Goal of the exercise → The lines below are to be quoted exactly, from the first through the one that contains "1px #444) drop-shadow(0".

--- Available data Enclosed Below ---

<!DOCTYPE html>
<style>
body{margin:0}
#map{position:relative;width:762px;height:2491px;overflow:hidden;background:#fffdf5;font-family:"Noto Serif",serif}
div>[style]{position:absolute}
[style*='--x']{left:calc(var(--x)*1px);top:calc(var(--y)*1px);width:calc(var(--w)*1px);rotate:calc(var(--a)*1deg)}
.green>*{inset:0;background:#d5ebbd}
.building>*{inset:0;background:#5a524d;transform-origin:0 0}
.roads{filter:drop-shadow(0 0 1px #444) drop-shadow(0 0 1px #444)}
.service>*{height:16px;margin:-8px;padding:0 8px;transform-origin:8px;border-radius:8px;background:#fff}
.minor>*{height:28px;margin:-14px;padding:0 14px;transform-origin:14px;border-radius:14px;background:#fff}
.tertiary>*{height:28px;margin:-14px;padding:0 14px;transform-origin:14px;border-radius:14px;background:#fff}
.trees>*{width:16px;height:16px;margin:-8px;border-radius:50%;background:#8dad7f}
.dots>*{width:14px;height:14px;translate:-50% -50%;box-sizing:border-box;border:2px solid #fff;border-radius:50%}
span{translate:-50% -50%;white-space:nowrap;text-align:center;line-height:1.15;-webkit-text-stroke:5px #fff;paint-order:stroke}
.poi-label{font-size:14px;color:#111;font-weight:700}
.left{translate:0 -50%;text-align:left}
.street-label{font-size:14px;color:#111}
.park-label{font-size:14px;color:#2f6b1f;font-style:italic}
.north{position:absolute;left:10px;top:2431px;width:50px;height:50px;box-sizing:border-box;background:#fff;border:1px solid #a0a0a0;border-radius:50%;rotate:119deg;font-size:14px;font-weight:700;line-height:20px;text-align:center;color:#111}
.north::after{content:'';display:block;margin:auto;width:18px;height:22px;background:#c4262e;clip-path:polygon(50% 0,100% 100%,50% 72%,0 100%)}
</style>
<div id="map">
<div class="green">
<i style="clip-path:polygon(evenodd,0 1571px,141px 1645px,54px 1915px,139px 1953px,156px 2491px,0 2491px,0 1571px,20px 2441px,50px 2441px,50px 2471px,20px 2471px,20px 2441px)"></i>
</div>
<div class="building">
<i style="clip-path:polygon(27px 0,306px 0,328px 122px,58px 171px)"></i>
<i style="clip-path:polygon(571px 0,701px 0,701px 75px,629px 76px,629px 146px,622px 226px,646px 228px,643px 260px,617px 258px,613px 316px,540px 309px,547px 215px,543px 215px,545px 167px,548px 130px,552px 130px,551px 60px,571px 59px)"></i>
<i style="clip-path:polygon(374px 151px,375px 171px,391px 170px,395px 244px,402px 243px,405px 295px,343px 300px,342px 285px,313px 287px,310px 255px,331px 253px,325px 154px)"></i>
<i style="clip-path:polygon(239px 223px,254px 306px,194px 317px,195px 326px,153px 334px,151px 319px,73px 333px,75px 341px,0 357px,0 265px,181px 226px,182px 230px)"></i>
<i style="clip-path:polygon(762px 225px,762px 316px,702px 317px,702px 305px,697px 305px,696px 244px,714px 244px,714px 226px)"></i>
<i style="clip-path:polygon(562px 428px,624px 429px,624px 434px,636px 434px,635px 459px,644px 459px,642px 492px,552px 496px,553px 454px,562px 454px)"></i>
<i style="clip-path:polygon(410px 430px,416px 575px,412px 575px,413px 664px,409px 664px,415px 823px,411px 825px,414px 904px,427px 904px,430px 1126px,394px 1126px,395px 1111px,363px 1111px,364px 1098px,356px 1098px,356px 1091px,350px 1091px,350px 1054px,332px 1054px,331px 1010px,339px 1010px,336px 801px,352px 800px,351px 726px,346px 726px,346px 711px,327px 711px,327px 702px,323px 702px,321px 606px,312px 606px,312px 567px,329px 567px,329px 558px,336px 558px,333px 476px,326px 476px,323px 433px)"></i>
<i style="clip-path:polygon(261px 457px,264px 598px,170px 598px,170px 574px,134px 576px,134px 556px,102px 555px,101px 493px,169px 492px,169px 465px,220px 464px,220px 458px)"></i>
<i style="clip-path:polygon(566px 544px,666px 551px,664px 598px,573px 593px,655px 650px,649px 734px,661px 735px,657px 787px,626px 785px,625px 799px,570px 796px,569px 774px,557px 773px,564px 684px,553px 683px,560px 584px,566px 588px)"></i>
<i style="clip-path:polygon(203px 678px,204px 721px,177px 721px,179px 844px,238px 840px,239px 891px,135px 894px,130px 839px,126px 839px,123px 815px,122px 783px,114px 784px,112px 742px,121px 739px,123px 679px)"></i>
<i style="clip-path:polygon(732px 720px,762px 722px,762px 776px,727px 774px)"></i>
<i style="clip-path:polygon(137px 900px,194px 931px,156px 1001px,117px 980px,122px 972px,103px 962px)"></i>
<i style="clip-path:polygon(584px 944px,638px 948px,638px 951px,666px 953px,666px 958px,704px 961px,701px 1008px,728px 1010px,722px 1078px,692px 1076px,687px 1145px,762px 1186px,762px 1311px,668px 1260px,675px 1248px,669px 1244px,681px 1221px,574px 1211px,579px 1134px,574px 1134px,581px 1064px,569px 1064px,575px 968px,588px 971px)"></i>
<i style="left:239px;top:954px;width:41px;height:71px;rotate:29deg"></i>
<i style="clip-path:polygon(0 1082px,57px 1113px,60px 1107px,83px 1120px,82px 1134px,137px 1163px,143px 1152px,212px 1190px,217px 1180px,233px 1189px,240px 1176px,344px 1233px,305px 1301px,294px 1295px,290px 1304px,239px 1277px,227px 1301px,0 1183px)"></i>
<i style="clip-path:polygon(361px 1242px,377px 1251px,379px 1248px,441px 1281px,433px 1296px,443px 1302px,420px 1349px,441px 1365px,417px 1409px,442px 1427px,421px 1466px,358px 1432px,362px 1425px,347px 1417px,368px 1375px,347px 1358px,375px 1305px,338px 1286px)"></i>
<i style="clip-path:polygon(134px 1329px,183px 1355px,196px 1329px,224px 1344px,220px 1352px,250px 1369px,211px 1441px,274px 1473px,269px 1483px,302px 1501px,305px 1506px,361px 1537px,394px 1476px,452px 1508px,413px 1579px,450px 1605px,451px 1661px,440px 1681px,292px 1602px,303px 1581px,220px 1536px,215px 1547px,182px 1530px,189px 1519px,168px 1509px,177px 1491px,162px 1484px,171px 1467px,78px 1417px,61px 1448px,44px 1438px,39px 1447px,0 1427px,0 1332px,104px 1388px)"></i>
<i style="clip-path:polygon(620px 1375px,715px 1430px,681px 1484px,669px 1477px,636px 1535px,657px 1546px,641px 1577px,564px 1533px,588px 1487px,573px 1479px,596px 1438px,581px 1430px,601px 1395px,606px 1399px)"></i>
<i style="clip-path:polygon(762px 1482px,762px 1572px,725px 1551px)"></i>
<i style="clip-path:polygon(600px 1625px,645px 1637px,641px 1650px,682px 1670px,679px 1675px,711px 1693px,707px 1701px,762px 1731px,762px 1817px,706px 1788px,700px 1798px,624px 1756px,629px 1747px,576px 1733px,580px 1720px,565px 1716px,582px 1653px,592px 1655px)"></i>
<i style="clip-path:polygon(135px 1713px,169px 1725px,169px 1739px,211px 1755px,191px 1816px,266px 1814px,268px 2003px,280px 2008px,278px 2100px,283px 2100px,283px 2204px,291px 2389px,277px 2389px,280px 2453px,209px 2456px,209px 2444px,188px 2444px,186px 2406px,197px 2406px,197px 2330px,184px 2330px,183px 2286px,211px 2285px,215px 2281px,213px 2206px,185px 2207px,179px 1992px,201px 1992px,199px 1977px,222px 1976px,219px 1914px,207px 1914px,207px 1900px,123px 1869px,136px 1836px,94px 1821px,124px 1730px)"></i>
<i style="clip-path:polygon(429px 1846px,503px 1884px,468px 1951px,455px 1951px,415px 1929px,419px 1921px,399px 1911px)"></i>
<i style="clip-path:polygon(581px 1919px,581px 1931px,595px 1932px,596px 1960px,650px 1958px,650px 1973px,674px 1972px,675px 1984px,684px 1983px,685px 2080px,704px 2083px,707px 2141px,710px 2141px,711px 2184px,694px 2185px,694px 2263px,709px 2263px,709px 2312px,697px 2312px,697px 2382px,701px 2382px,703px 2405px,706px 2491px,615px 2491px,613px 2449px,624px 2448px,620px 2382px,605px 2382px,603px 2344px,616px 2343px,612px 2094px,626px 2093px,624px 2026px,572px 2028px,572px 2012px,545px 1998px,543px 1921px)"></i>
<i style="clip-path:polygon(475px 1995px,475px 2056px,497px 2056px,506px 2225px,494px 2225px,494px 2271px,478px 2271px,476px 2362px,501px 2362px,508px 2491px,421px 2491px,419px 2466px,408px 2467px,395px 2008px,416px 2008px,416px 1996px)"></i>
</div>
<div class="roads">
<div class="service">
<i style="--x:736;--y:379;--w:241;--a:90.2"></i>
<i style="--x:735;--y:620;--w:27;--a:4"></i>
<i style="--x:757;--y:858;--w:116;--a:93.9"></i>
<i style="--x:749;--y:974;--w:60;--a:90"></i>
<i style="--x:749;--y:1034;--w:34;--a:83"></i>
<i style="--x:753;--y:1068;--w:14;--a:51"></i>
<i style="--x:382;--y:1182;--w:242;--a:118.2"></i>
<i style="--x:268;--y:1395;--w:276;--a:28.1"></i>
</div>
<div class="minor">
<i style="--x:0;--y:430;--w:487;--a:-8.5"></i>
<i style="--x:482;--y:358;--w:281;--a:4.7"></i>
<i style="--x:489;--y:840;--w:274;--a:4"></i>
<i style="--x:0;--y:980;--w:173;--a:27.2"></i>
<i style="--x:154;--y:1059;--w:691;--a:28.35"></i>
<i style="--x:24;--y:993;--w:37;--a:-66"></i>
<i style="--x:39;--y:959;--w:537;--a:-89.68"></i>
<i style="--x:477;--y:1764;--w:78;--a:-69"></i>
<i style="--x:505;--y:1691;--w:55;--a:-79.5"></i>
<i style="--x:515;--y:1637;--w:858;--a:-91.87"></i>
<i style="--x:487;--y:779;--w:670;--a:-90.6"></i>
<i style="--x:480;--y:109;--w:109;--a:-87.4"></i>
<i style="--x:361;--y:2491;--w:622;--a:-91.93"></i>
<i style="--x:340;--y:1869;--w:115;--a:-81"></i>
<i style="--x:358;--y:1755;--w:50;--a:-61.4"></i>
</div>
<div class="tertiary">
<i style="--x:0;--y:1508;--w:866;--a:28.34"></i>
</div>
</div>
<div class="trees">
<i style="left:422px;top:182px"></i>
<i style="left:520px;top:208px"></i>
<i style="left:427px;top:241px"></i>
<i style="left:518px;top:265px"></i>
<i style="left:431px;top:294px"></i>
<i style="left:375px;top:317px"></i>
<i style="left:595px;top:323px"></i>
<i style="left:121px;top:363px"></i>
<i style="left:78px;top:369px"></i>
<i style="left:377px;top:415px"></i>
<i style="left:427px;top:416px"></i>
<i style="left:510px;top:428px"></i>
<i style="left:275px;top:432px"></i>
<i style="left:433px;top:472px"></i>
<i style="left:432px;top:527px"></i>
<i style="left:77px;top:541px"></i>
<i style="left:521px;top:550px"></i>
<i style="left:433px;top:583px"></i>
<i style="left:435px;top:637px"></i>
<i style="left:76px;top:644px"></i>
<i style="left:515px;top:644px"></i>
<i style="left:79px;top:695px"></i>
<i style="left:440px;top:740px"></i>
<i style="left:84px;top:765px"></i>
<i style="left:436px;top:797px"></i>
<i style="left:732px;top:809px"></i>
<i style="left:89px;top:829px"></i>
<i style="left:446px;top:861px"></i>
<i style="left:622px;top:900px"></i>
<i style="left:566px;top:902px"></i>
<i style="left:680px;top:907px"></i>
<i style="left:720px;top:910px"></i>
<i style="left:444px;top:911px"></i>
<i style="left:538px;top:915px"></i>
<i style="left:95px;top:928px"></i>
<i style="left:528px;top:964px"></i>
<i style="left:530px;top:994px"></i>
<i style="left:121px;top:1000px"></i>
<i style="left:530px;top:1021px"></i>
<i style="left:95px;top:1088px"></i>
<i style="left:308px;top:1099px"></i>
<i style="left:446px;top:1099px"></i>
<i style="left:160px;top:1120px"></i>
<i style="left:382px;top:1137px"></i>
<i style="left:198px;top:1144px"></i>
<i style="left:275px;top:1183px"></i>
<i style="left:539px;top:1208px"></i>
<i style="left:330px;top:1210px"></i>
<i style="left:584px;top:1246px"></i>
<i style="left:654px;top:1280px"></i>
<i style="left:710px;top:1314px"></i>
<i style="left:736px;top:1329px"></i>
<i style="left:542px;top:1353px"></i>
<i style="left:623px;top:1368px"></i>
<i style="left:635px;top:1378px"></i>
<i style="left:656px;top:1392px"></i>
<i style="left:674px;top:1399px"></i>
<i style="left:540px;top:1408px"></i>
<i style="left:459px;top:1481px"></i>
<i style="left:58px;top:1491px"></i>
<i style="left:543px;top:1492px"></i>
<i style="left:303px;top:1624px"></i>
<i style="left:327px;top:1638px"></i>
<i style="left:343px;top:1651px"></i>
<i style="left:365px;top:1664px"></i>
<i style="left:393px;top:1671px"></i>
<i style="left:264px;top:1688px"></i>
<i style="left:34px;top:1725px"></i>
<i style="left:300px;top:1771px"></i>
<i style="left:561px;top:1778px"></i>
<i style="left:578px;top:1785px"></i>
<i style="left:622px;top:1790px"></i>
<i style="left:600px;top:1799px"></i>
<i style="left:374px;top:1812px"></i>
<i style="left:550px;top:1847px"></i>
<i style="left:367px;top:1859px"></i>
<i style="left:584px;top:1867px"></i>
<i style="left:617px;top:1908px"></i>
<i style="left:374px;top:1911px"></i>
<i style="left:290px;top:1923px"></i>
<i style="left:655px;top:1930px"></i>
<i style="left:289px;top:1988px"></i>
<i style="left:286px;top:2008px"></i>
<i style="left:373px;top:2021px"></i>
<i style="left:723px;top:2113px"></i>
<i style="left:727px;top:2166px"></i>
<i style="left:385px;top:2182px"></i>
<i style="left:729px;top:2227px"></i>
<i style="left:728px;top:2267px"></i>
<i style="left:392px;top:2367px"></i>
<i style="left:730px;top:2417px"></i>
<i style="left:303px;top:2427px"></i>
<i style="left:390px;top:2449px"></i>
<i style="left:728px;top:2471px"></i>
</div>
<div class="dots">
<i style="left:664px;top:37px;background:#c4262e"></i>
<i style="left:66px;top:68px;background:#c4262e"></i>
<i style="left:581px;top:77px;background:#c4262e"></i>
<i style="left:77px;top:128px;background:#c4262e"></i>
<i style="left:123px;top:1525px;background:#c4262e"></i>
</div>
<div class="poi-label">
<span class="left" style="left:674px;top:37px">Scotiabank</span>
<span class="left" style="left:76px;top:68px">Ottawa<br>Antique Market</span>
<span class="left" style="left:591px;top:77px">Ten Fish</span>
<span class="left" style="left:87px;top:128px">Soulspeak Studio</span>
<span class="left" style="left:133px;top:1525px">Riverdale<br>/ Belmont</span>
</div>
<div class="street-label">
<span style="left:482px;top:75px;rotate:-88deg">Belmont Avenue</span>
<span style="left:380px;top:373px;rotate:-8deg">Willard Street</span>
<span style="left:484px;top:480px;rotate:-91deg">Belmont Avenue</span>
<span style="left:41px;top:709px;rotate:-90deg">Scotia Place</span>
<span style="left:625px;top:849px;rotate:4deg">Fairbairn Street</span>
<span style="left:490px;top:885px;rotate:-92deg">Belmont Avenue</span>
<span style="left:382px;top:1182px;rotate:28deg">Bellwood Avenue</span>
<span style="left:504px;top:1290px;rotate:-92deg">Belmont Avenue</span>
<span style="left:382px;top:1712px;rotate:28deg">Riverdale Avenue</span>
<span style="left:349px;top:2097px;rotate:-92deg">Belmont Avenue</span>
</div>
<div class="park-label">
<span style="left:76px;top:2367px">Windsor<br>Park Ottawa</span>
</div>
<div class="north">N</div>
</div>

--- End of Enclosed Available data ---

Result of this exercise →
<!DOCTYPE html>
<style>
body{margin:0}
#map{position:relative;width:762px;height:2491px;overflow:hidden;background:#fffdf5;font-family:"Noto Serif",serif}
div>[style]{position:absolute}
[style*='--x']{left:calc(var(--x)*1px);top:calc(var(--y)*1px);width:calc(var(--w)*1px);rotate:calc(var(--a)*1deg)}
.green>*{inset:0;background:#d5ebbd}
.building>*{inset:0;background:#5a524d;transform-origin:0 0}
.roads{filter:drop-shadow(0 0 1px #444) drop-shadow(0 0 1px #444)}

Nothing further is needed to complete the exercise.